> _TASK GOAL_
Copy out, from the entries below, each line holding the string "this".

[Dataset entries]
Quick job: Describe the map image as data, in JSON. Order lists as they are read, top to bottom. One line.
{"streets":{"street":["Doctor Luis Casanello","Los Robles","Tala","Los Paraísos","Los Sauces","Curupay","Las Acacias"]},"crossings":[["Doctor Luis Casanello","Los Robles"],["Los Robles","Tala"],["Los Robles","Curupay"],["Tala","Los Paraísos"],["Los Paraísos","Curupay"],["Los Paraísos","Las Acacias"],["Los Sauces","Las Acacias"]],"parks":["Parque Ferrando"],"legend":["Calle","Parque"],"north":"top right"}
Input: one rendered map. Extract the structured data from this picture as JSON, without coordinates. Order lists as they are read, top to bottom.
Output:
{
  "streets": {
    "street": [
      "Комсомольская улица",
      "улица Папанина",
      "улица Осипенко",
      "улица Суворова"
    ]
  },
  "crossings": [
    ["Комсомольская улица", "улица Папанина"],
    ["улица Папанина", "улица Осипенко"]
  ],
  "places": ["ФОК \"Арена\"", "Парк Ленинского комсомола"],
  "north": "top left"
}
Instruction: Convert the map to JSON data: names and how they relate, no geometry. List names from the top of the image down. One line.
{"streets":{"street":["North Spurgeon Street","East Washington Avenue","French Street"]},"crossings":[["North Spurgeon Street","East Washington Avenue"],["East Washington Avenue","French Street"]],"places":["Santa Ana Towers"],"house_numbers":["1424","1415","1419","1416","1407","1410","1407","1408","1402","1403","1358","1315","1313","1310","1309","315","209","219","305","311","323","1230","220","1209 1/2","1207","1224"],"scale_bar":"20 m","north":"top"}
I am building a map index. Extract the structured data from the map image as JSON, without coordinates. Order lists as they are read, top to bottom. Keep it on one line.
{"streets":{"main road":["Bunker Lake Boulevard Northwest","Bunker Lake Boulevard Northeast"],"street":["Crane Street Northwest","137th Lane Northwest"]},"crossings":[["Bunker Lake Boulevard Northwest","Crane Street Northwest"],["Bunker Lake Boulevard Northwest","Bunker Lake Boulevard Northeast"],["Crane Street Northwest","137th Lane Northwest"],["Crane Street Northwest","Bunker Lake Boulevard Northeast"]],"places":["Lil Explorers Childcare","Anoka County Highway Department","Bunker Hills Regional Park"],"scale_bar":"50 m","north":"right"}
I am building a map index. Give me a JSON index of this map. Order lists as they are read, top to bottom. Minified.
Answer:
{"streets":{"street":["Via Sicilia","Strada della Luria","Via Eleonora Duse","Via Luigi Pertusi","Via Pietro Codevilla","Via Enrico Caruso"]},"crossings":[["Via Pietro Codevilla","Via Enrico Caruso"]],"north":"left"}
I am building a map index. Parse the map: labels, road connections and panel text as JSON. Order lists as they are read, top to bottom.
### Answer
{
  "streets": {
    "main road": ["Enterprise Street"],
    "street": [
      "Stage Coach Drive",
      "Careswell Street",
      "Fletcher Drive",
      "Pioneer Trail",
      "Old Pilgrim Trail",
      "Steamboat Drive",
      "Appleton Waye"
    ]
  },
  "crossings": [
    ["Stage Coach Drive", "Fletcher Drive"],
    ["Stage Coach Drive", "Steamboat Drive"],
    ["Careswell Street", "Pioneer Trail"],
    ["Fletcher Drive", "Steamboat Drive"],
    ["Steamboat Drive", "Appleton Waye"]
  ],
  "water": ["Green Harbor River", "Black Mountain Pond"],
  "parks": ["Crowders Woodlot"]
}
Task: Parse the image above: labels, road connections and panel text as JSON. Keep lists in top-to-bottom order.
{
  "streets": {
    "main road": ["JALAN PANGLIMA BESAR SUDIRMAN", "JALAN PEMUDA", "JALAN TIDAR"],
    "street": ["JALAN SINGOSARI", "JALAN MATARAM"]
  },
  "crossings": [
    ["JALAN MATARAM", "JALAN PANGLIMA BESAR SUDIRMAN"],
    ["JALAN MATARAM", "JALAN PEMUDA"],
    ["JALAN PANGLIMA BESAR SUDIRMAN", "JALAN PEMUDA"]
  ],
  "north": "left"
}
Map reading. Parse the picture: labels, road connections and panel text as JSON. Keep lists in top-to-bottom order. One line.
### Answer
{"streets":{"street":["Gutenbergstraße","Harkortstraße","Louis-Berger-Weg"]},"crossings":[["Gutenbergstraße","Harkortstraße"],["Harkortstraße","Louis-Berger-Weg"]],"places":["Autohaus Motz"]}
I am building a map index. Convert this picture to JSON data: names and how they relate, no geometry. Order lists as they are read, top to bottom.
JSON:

> _RESULT_
Input: one rendered map. Extract the structured data from this picture as JSON, without coordinates. Order lists as they are read, top to bottom.
I am building a map index. Give me a JSON index of this map. Order lists as they are read, top to bottom. Minified.
I am building a map index. Convert this picture to JSON data: names and how they relate, no geometry. Order lists as they are read, top to bottom.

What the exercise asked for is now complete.